- [Exercise]:
Scan the material and copy out each line where the word "function" occurs.
Start of Record set
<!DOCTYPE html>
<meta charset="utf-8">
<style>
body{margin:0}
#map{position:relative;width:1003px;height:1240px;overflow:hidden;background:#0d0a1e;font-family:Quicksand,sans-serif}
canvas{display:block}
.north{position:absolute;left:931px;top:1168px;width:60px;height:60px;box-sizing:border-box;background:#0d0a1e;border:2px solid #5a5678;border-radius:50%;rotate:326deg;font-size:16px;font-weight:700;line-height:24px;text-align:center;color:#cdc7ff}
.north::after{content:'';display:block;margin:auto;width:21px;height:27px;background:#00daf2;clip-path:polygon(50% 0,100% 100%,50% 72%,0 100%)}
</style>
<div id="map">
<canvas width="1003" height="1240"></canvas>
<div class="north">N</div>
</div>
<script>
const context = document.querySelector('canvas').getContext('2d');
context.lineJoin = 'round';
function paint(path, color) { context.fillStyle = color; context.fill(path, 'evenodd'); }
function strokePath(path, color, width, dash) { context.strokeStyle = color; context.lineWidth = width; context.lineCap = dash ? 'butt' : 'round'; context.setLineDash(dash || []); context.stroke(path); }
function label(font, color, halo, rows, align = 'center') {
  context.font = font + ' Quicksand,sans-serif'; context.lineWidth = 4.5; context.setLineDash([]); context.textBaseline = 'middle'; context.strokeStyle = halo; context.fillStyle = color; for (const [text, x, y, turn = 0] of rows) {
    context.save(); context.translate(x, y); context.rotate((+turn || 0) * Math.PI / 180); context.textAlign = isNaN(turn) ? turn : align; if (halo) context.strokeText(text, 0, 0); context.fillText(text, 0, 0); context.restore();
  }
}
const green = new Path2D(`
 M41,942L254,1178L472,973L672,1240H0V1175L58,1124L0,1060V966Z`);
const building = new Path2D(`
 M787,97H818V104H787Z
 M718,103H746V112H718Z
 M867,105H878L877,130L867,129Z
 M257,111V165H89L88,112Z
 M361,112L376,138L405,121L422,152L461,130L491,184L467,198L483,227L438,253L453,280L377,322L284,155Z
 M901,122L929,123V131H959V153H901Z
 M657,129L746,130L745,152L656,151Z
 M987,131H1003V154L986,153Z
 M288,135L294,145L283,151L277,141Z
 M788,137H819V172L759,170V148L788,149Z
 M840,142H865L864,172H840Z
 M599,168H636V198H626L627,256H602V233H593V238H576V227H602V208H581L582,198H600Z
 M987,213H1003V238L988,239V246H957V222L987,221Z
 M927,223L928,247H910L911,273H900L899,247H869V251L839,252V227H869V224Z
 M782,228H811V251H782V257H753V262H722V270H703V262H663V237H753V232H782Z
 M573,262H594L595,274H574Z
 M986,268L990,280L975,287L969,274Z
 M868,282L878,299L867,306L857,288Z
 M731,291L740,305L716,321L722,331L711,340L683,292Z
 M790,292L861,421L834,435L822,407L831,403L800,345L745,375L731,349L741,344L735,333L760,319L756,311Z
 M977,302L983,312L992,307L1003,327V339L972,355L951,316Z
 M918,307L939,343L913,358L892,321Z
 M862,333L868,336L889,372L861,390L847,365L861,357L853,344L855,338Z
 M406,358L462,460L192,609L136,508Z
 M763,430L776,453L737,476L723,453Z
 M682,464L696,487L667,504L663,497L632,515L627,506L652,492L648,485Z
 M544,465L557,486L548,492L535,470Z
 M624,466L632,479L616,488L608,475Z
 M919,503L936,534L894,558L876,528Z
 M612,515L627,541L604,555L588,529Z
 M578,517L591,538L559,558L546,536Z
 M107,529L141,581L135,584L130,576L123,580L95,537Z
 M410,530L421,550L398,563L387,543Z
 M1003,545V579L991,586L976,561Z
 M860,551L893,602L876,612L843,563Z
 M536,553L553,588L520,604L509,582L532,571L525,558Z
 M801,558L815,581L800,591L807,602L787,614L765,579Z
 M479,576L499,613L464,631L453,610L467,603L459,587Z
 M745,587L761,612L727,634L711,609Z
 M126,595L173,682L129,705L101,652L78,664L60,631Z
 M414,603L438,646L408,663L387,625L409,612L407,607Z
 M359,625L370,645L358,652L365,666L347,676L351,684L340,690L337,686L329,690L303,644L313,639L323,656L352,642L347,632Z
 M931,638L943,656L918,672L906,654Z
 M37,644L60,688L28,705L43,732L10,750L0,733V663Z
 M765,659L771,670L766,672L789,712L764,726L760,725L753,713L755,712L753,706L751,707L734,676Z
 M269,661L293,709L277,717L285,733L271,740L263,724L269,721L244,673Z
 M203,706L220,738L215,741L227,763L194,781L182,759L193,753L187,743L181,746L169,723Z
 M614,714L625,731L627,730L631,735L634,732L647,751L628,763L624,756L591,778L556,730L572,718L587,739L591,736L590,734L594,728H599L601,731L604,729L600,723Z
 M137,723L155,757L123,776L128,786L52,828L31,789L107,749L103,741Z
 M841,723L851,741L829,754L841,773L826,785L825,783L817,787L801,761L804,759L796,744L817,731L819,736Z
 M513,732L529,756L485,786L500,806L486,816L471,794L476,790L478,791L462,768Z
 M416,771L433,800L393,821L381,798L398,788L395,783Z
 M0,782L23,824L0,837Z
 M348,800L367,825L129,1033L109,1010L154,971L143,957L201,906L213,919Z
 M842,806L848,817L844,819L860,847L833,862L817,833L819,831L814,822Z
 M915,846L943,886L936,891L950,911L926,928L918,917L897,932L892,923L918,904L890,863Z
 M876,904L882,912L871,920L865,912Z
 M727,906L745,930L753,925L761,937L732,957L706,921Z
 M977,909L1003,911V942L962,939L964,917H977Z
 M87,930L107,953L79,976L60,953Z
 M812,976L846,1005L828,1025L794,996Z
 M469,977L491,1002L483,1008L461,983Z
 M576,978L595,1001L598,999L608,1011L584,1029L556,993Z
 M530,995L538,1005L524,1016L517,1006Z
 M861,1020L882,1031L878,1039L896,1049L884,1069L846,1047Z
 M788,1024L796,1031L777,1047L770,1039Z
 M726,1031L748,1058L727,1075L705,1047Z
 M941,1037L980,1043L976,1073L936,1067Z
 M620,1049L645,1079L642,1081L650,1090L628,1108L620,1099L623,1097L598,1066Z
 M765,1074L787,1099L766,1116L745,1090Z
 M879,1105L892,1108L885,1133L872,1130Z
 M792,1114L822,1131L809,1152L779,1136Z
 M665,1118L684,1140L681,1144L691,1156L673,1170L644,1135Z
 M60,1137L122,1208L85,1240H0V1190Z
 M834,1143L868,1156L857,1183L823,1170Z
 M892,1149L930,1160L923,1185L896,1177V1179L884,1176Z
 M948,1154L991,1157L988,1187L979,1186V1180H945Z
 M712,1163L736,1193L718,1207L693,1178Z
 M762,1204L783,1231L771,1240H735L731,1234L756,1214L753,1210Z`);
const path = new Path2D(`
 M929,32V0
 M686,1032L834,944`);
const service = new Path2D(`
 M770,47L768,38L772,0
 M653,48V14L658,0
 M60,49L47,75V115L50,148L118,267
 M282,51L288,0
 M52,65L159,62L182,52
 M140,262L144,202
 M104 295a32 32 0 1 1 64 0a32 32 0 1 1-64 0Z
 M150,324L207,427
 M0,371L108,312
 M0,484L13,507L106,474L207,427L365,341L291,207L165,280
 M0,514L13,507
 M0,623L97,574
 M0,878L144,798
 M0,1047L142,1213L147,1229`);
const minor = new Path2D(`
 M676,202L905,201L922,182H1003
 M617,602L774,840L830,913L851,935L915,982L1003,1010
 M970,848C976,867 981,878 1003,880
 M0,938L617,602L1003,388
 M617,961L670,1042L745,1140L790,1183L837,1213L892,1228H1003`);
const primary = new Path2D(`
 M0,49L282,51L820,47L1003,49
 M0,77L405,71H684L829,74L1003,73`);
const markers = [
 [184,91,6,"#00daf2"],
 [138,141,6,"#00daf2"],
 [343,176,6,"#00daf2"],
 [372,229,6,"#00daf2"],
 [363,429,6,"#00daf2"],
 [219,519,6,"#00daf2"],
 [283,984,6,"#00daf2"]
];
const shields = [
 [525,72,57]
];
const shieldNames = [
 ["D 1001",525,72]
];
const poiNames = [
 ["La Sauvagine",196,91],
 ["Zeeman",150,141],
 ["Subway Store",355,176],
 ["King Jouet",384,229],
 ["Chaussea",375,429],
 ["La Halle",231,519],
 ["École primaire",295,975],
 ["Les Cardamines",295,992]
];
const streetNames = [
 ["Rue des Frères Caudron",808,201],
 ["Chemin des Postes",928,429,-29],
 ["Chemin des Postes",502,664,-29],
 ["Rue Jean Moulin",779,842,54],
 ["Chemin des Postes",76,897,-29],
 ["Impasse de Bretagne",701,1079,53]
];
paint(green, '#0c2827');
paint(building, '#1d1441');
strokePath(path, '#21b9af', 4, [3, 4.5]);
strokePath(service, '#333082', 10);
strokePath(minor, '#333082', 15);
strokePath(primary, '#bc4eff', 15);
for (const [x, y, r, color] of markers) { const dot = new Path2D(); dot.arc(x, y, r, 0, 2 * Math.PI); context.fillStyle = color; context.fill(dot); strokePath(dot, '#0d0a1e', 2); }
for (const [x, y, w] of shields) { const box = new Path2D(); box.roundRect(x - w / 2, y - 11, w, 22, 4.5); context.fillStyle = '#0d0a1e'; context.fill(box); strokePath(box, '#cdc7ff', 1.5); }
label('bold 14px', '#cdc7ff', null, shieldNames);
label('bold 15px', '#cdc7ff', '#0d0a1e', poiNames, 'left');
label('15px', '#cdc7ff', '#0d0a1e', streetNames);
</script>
End of Record set
- [Task response]:
function paint(path, color) { context.fillStyle = color; context.fill(path, 'evenodd'); }
function strokePath(path, color, width, dash) { context.strokeStyle = color; context.lineWidth = width; context.lineCap = dash ? 'butt' : 'round'; context.setLineDash(dash || []); context.stroke(path); }
function label(font, color, halo, rows, align = 'center') {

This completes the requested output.